La aglomeración como dogma. El apretujarse para sentirse más devoto. Las partículas de baba que brotan, en espumas fétidas, en cada rezo, en cada plegaria, en cada trago de aguardiente, en cada explosión de la bóveda celeste.  

El corrido zapatista que se cuela en la fiesta y se diluye en lamentos de viejas injusticias, de viejas fiebres emancipadoras, de nuevos guerreros y viejas pestes. «¡Thelma!» «¡Thelma no me dejes!» 

Las ondas expansivas que chicotean los nervios de chuchos devastados. Los gallos que no atinan a encontrar un crepúsculo en la larga noche guadalupana y los insectos renovando sus zumbidos ante el ritual de estruendos infinitos.  

Otra carga de cohetones. Otra oleada de lamentos en perros histéricos, expulsando espuma de hocicos extenuados de ira…  

«Junto al monte pasaba Juan Diego/Junto al monte pasaba Juan Diego/Y acercose luego, y acercose luego/Y acercose luego al oír cantar». 

El alacrán atolondrado y su aguijón erecto. Un pie descalzo que pisa tamarindos que se revientan solitarios en caminos de piedra. Tamarindos chiclosos color obsidiana, embadurnados en cañadas petrificadas por ríos remotos. El cosquilleo de violines, contrabajos y guitarras melancólicas que, a su modo, rezan sus rezos.  

Luego un silencio espeluznante. Luego el lecho de la olla montañosa se cimbra de nuevo con las descargas de pólvora granulada en miel negra. El perro afónico y la luciérnaga atolondrada. Una libélula insomne. Otro cohetón poderoso. 
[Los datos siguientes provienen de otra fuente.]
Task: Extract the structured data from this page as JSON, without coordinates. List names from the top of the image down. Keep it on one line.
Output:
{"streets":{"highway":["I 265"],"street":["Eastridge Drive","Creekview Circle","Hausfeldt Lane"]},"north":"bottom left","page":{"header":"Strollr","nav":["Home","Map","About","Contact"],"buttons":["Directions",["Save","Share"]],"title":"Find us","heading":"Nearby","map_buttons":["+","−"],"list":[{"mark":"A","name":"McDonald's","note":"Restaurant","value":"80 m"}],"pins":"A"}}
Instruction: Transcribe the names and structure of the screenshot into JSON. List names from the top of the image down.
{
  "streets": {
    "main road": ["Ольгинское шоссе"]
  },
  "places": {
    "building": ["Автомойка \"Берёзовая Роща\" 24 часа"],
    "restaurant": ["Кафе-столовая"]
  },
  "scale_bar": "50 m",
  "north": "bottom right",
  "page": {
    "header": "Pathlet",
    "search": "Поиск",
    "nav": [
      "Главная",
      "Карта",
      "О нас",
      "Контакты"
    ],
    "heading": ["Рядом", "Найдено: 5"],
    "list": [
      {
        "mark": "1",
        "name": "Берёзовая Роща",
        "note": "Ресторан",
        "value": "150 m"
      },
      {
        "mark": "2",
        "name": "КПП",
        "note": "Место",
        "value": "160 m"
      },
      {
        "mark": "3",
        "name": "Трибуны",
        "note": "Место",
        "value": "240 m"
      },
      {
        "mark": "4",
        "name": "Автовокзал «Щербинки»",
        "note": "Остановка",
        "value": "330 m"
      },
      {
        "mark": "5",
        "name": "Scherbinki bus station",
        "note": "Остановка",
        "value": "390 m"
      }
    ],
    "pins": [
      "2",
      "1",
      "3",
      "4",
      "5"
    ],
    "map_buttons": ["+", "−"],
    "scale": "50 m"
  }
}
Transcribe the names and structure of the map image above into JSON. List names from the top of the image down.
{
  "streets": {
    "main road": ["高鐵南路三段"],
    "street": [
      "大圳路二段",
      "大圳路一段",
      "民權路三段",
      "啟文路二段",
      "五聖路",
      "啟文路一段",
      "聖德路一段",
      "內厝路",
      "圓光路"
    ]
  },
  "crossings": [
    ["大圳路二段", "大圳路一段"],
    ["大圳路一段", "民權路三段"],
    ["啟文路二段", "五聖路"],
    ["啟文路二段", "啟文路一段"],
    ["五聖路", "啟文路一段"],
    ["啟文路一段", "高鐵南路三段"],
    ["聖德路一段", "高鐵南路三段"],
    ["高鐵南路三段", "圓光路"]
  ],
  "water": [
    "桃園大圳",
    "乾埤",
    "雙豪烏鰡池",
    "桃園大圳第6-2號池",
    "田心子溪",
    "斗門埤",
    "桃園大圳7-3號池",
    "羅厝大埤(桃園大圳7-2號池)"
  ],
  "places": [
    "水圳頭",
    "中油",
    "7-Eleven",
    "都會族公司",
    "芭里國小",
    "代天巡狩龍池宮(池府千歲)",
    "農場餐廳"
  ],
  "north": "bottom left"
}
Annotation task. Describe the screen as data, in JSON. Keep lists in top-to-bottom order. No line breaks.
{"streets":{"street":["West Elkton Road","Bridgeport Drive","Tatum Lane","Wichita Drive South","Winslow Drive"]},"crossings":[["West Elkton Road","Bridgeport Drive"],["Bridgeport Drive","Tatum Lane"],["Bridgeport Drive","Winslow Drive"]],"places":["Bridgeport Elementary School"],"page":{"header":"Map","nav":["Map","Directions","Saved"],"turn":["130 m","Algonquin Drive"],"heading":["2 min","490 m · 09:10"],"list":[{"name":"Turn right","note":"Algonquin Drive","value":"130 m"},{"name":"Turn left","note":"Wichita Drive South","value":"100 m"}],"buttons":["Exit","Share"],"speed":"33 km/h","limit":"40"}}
La peste en la cima. La pirámide en la cima. La cruz blanca en la cima. La disputa macabra por los muertos, por los enfermos, por el aire escaso, por el pulmón perforado de bichos coronados. La férrea lucha por un milagro de la «Virgen morena». Las súplicas sin cubre bocas ni sanas distancias. Apretujados en la fe, porque «de las muchedumbres será el reino de los cielos». 

Thelma no aparece. Thelma no existe. Thelma es el espejismo de un hombre que se desgañita frente a espejos que no reflejan nada. «¡Thelma!» «¡Thelma!» «¡Thelma, ven por favor!»  

Otro estrenduoso cohetón en los hilachos de la noche. Otra escalofriante repetición en el costillar de los cerros…» 

Desde entonces para el mexicano/Desde entonces para el mexicano/Ser guadalupano/ Ser guadalupano/Ser guadalupano es algo esencial». 

De los ventanales desciende el rocío anaranjado, luego violeta, luego rojizo. Las palabras son tenues, el canto del gallo es débil, las paredes de las montañas lajadas parpadean en tonalidades color rosa.  

Los altares tepoztecos a la Guadalupana se salpican de vómitos frescos, de orines penetrantes, de faldas de serpientes, de collares de corazones humanos.  

Coatlicue reclama el sacrificio. La madre y diosa paladea la pandemia, paladea el humo blanquecino de pulmones perforados, paladea el sofocamiento de los que se apretujaron sumisos ante la imagen que la suplantó… 

Otro poderoso cohetón…  

Los perros corren detrás de los cometas de pólvora. Los gallos dejan de cantar. La montaña escruta la nueva ola epidémica. El eructo alcohólico de la seis. El rezo como escudo, como placebo, como pócima curativa.